Penggunaan CBCT untuk diagnosis gigi supernumerari sangat dianjurkan. Dengan CBCT maka dapat dihindari kesalahan posisi dari struktur gigi dan skeletal, mengetahui posisi pasti gigi supernumerari, dan dapat diperoleh gambaran jaringan lunak gigi (Liu, et.al, 2007). Selain itu, CBCT juga dapat digunakan untuk mendeteksi jumlah total gigi supernumerari, mengetahui posisi pasti gigi supernumerari sehingga mengkonfirmasi diagnosis (Anthonappa, 2011).
Lapangan pandang alat cone beam CT ini terbatas, tergantung dari jenis pesawatnya dan tidak dapat diatur seperti pada CT konvensional yang memiliki lapangan pandang jauh lebih luas. (Epsilawati, 2007) Selain itu, harganya relatif mahal dan radiasi yang digunakan juga agak lebih tinggi. (Liu, et.al., 2007).
Interpretasi gigi supernumerari yang terlihat dari gambaran yang dihasilkan oleh CBCT adalah merupakan suatu gambaran 3-dimensi.

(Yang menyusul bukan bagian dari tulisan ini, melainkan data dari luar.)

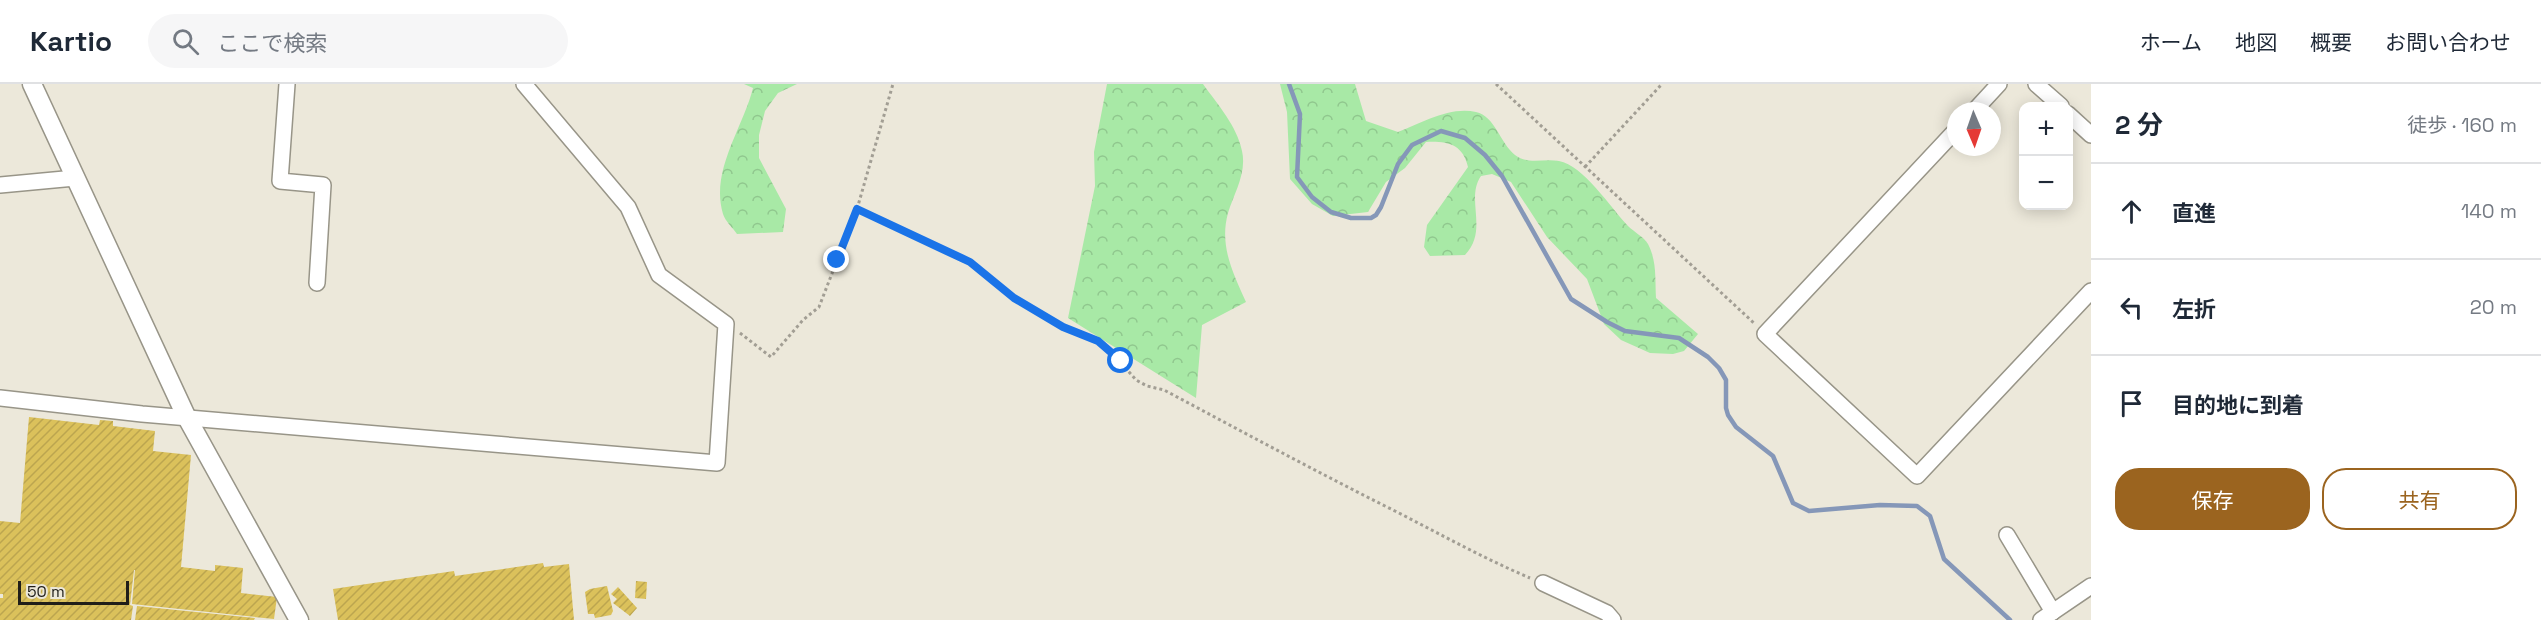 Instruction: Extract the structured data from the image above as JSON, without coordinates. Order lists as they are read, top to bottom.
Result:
{
  "scale_bar": "50 m",
  "north": "bottom",
  "page": {
    "header": "Kartio",
    "search": "ここで検索",
    "nav": [
      "ホーム",
      "地図",
      "概要",
      "お問い合わせ"
    ],
    "heading": ["2 分", "徒歩 · 160 m"],
    "map_buttons": ["+", "−"],
    "list": [
      ["直進", "140 m"],
      ["左折", "20 m"],
      "目的地に到着"
    ],
    "buttons": ["保存", "共有"],
    "scale": "50 m"
  }
}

Dimana pada gambaran 3-dimensi ini sangat jelas terliat bagaimana hubungan gigi supernumerary terhadap jaringan sekitarnya. Tidak terdapatnya gambaran superimposisi pada gambaran radiografi CBCT memberikan akurasi yang tinggi untuk mendiagnosa kasus gigi supernumerari dengan melihat letak, bentuk, ukuran serta relasi dengan jeringan sekitarnya. Berikut adalah gambaran gigi supernumerari dengan menggunakan pencitraan CBCT .
pada gambaran yang dihasilkan oleh CBCT sangat jelas terlihat gambara radiografi gigi supernumerari merupakan suatu gambaran radiopak seperti yang ditunjuk oleh anak panah. Terlihat sangat jelas hubungan gigi supernumerary dengan gigi tetangganya dan jaringan lunak sekitarnya.
II.3 Radiografi Konvensional
      Radiografi konvensiaonal adalah radiografi dengan hasil gambar 2-Dimensi dengan cara prosesing atau pencetakan film yang masih manual. Pencitraan radiografi konvensional sering diperlukan sebagai diagnose penunjang dari berbagai kasus yang sering terjadi dalam dunia kedokteran maupun kedokteran gigi. Dalam dunia kedokteran gigi, terdapat dua jenis radiografi yaitu radiografi intraoral dan ekstraoral. Radiografi intraoral seperti radiografi periapikal, bitewing dan oklusan. Sedangkan radiografi ekstraoral seperti radiografi panoramic (OPG) dan radiografi sefalometri. Keduanya merupakan radiografi konvensional yang sering digunakan dalam diagnose penunjang. Seperti pada jurnal utama menjelaskan bahwa Radiografi konvensional yang biasanya digunakan untuk mendiagnosa gigi supernumerari adalah pemeriksaan radiologi periapikal, panoramik, oklusal, dan sefalometri. Gambaran film yang diambil secara oklusal ataupun periapikal menunjukan gambaran yang rinci pada gigi anterior sedangkan untuk area buko-lingual biasanya menggunakan teknik paralaks, yaitu tabung dengan posisi horizontal. (Deng-gao, dkk, 2007). Namun pada dua jurnal pendukung hanya 2 teknik radiografi yang digunakan untuk menegakan diagnosis gigi supernumerary yaitu : Radiografi oklusal dan Radiografi Panoramik.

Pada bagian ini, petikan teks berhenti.